Thanks for your response.
None of the data rows are wide (as far as I can remember). We don't have
any blob data, and any text fields only contain several hundred bytes at
most (and even those would be rare).
Just stopping and starting the slon process on the slave node doesn't
seem to help much. Stopping postgres on the slave itself seems to be
also required.
I'm wondering if this requirement is due to the continued running of the
slon psocess on the master.
Does it makes sense that shutting down the slave postgres db is
necessary? Or would stopping and restarting ALL slon processes on all
nodes mean that I wouldn't have to stop and restart the slave postgres DB?
Thanks
John
Ian Burrell wrote:
> On 12/22/05, John Sidney-Woollett <johnsw@wardbrook.com> wrote:
>
>>In trying to investigate a possible memory issue that affects only one
>>of our servers, I have been logging the process list for postgres
>>related items 4 times a day for the past few days.
>>
>>This server uses postgres 7.4.6 + slon 1.1.0 on Debian i686 (Linux
>>server2 2.6.8.1-4-686-smp) and is a slon slave in a two server
>>replicated cluster.

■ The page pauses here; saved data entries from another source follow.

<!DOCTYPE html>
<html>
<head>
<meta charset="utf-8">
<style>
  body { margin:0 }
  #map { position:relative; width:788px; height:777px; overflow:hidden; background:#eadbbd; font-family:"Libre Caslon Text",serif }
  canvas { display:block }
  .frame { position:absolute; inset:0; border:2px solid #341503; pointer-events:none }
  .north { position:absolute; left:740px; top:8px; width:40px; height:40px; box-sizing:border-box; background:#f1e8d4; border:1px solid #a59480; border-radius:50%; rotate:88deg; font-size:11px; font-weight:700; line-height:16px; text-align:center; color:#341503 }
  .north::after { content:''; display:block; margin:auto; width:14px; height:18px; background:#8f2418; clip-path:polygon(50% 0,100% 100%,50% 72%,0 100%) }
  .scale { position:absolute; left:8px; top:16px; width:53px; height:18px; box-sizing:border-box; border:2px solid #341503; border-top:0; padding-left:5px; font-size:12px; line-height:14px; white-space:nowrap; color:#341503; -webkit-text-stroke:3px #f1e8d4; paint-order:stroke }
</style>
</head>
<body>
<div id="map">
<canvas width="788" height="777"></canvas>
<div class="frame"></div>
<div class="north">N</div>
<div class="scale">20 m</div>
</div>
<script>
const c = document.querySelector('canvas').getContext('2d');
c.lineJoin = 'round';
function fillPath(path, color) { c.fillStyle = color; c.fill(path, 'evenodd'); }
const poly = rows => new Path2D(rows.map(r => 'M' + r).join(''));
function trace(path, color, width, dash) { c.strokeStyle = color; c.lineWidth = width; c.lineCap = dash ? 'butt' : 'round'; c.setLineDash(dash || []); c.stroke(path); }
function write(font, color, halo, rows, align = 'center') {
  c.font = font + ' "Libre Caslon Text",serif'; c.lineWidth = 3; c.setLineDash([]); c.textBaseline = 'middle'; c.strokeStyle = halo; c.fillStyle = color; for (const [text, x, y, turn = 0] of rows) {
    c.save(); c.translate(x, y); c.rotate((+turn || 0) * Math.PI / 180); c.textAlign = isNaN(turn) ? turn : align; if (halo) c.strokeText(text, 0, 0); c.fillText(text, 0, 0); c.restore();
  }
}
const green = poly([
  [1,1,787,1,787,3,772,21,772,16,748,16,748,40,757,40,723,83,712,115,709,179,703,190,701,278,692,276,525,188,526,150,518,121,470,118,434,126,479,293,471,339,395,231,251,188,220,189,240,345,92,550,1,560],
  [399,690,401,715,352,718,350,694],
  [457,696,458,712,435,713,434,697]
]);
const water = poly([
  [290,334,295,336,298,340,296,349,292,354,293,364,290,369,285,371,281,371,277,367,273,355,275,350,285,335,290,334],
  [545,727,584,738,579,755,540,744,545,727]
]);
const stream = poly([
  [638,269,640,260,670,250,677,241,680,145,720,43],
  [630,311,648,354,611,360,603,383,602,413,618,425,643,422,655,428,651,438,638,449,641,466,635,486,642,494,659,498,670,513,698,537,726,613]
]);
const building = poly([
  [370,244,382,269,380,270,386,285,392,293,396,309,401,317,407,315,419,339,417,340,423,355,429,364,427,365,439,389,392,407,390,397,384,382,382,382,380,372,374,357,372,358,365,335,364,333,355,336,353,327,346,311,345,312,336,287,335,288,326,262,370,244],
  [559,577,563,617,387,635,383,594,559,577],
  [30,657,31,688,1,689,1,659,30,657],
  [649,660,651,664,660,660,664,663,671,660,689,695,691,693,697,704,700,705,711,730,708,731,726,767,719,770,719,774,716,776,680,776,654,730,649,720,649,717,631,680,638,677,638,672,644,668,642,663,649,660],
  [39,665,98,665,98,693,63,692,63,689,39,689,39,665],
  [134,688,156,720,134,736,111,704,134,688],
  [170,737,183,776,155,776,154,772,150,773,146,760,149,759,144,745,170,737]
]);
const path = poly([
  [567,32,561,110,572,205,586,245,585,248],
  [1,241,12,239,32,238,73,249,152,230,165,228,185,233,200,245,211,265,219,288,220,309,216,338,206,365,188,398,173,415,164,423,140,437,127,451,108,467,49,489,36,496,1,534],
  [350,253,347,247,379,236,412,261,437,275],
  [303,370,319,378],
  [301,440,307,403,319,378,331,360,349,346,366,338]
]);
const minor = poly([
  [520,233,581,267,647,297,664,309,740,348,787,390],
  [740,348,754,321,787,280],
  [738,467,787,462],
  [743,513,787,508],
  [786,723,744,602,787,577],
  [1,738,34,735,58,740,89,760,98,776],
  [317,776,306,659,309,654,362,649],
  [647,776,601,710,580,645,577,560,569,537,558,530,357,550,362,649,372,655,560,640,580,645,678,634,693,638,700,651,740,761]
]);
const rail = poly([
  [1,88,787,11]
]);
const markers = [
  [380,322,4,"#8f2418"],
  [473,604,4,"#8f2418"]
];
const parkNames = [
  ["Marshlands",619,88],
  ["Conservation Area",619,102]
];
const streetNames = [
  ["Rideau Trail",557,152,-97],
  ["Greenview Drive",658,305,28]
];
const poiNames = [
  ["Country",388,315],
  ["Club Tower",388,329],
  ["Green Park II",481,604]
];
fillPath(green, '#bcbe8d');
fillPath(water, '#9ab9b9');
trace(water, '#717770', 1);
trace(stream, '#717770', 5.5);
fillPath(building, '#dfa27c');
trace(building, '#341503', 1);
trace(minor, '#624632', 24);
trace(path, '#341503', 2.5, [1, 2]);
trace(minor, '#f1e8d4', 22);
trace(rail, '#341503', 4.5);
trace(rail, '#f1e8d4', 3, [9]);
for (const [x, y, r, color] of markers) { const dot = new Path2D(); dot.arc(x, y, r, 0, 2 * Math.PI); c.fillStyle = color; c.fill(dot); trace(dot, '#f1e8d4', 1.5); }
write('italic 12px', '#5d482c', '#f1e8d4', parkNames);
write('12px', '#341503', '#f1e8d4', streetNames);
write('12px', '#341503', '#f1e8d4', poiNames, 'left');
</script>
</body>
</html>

Our master DB (similar setup) does not exbibit this
>>problem at all - only the subscriber node...
>>
>>The load average starts to go mental once the machine has to start
>>swapping (ie starts running out of physical RAM). The solution so far is
>>to stop and restart both slon and postgres and things return to normal
>>for another 2 weeks.
>>
>>I know other people have reported similar things but there doesn't seem
>>to be an explanation or solution (other than stopping and starting the
>>two processes).
>>
>>Can anyone suggest what else to look at on the server to see what might
>>be going on?
>>
>>Appreciate any help or advice anyone can offer. I'm not a C programmer
>>nor a unix sysadmin, so any advice needs to be simple to understand.
>>
>
>
>
> The memory usage growth is caused by the buffers in the slave slon
> daemon growing when long rows go through them. The buffers never
> shrink while the slon daemon is running. How big is the largest rows
> which slon replicates?
>
> One suggestion I have seen is to recompile slon to use fewer buffers.
> Another is to set a ulimit for memory size to automatically kill the
> slon daemons when they get too big. The watchdog will then restart
> them. Alternatively, your strategy of restarting the slon daemons
> each week will work (you don't need to restart postgres).
>
> I came up with a patch which shrinks the buffers when they go above a
> certain size. This doesn't fix the problem of lots of big rows
> happening at once but it fixes the gradual growth.
>
> - Ian